Individuals who are looking to become permanent residents in the United States may need to provide evidence that they have a good moral character. The application process may include a court deposition or another statement given directly to an immigration official. If an individual looking to live in New York or any other state refuses to provide additional evidence, it may influence an immigration official’s ruling. However, refusal to give a statement or submit to a court deposition in itself would not disqualify someone from obtaining legal residency.
Immigration officials are required to take a person’s education and other factors into account when soliciting testimony. For instance, it may be necessary to ask simpler questions of someone who doesn’t have a high level of education. Questions may also be rephrased if an individual doesn’t have a good grasp of the English language.

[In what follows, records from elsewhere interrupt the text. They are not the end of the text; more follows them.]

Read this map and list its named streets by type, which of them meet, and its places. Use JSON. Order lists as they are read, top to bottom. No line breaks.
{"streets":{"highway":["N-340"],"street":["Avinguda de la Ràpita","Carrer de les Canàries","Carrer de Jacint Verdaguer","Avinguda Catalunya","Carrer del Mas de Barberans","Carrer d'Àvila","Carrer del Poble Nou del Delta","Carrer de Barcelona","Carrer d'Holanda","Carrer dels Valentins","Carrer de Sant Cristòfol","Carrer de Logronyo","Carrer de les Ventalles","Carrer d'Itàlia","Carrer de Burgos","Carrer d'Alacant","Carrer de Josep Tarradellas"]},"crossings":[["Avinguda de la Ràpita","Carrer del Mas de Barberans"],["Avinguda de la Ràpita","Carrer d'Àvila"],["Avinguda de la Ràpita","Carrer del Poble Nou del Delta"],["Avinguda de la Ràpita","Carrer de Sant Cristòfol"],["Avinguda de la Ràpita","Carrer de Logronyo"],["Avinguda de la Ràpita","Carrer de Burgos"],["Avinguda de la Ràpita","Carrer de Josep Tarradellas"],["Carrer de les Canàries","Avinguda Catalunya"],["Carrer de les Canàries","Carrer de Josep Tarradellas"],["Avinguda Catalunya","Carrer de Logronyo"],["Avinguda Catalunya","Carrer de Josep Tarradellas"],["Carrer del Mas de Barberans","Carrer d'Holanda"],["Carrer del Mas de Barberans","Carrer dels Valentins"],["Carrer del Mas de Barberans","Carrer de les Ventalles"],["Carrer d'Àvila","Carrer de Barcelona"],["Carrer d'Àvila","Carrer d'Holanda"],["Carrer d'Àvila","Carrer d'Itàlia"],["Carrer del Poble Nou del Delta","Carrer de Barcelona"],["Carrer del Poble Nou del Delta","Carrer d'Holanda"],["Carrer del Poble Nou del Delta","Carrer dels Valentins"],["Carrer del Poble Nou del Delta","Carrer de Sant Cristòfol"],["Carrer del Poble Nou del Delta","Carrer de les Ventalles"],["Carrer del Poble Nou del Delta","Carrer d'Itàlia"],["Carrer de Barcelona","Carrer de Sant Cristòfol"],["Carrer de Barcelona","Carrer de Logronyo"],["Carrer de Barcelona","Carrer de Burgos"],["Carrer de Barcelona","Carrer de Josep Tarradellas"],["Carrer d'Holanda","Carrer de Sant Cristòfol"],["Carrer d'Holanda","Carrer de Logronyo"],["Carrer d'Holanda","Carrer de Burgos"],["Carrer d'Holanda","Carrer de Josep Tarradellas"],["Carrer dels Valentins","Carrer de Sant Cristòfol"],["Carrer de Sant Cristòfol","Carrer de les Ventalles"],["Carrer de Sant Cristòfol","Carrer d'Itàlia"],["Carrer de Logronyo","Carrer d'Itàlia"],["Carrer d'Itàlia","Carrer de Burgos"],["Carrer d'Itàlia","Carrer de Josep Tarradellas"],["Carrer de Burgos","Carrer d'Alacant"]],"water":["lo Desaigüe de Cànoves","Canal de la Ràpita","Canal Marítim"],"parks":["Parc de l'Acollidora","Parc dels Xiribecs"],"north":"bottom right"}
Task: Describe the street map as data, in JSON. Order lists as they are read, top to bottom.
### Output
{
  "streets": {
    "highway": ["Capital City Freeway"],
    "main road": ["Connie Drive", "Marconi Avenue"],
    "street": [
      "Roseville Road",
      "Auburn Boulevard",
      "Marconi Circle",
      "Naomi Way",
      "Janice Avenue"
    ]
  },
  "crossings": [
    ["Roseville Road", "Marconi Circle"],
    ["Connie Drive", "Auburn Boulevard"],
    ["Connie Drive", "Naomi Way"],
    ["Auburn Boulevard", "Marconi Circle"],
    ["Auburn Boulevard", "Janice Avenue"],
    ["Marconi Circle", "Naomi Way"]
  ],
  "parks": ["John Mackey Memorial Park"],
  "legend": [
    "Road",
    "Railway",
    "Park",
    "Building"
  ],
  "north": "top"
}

This is done to ensure that an applicant has a solid understanding of the proceeding that is taking place.
Court depositions or other sworn statements must be taken if the applicant has committed certain types of crimes. This may be true even in cases when the individual has not been formally charged with a crime. Ultimately, authorities want to determine if the applicant has a good moral character.
Those who are going through the naturalization process may want or need legal assistance. Legal guidance can help a client obtain or provide evidence to the proper authorities. An attorney could also help a foreign national understand any questions that he or she is being asked. Ultimately, this may help the applicant obtain legal status in a shorter period of time and with less drama.